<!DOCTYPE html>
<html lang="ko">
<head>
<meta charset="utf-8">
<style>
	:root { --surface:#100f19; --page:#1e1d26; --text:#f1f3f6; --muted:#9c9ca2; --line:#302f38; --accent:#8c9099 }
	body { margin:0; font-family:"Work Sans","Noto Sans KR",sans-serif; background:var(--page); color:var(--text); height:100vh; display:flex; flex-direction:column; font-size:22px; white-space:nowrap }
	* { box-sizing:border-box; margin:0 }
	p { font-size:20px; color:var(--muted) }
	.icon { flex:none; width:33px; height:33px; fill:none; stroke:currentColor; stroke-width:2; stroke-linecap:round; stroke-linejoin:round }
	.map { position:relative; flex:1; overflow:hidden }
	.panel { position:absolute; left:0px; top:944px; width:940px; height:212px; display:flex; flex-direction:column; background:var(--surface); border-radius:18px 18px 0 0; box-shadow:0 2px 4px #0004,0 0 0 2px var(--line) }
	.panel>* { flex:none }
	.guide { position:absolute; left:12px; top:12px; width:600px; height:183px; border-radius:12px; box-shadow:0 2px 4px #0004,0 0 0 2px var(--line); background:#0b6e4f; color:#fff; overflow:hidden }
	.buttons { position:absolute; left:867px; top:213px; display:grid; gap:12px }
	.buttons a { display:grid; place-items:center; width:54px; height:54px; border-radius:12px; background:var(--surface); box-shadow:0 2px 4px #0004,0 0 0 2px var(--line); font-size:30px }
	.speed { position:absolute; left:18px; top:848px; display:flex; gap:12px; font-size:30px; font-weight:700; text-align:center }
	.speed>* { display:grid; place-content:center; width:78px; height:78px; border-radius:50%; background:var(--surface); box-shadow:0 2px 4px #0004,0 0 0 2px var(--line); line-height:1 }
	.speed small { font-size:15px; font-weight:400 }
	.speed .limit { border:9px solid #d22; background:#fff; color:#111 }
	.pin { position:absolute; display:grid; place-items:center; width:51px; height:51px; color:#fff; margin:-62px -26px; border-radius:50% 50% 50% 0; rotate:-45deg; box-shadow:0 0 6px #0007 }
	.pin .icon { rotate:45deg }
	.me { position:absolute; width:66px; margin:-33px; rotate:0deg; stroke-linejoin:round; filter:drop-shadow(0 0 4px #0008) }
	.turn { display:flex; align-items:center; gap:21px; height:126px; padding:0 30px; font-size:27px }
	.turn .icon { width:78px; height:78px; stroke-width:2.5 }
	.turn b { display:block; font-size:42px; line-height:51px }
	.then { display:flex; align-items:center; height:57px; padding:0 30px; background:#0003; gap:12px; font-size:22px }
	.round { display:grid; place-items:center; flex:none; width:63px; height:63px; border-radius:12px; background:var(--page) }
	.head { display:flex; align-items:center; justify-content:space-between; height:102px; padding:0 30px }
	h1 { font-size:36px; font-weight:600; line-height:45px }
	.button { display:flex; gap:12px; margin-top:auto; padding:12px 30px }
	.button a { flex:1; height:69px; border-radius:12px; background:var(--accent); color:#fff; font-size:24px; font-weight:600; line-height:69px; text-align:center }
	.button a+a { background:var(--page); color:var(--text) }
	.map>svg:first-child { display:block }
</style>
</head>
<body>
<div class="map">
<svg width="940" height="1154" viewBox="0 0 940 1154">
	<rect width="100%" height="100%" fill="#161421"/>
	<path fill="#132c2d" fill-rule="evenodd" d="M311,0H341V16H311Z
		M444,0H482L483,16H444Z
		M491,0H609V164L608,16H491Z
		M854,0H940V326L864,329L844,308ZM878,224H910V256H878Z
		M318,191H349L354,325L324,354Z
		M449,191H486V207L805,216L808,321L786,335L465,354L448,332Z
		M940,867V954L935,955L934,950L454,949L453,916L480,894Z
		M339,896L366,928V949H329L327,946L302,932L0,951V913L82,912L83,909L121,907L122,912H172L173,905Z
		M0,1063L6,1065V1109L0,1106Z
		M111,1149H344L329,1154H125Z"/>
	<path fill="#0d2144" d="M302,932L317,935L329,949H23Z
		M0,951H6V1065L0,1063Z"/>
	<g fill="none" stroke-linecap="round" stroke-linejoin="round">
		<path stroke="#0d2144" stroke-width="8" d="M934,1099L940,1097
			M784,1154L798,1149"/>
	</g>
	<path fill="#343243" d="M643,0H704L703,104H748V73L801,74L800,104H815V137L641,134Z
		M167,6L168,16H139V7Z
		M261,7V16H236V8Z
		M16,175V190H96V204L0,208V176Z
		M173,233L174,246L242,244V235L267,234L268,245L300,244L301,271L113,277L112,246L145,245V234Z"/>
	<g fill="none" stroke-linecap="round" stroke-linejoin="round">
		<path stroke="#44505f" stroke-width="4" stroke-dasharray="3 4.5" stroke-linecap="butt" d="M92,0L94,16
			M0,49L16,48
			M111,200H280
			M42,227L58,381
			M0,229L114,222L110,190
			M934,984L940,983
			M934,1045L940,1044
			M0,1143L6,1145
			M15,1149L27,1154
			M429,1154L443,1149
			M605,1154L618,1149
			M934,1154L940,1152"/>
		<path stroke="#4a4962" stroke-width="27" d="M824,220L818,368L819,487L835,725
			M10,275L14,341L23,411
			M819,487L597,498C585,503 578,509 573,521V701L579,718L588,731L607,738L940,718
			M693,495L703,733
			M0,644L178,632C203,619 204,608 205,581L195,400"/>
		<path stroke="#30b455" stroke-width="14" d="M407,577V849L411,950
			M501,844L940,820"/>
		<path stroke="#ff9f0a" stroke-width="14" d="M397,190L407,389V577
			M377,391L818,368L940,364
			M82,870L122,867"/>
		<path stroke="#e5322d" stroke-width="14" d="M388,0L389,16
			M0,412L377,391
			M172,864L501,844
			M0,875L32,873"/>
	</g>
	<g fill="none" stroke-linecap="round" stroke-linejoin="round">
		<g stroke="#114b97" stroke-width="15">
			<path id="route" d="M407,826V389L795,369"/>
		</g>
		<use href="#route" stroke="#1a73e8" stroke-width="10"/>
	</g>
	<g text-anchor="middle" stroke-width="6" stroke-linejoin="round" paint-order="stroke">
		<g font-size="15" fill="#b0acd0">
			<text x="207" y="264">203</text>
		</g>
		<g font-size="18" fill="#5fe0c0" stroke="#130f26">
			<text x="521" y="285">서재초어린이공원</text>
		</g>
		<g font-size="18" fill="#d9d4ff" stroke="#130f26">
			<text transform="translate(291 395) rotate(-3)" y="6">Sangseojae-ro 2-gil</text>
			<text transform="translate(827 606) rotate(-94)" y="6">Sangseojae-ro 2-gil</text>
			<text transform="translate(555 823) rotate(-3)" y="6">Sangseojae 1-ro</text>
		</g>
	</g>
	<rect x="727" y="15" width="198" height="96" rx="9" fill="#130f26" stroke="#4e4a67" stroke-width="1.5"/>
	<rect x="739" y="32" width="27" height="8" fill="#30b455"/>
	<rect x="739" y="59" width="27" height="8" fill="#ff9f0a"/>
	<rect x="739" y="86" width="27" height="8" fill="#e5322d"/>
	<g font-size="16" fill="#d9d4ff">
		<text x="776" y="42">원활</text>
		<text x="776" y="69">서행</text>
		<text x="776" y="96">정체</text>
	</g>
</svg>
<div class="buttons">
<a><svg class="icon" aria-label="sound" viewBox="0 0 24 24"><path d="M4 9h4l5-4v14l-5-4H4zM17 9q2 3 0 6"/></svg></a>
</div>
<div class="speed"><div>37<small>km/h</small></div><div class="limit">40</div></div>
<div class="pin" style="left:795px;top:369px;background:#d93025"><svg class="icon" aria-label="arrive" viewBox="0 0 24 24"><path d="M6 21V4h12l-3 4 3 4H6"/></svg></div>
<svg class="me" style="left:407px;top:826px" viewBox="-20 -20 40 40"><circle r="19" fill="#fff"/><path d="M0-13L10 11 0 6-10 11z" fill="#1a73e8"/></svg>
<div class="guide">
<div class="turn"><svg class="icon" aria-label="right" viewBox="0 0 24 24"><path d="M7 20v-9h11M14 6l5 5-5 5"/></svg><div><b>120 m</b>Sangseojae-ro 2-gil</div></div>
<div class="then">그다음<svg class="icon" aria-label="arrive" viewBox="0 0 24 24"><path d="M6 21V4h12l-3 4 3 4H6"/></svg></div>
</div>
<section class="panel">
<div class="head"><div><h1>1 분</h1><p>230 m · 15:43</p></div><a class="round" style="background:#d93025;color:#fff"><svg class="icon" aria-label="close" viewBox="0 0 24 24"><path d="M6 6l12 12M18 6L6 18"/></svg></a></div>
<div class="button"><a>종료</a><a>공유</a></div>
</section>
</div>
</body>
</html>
━━━━━━━━━━
» Directions: Each line in the listing above that contains "limit" should be copied.

» Solution:
	.speed .limit { border:9px solid #d22; background:#fff; color:#111 }
<div class="speed"><div>37<small>km/h</small></div><div class="limit">40</div></div>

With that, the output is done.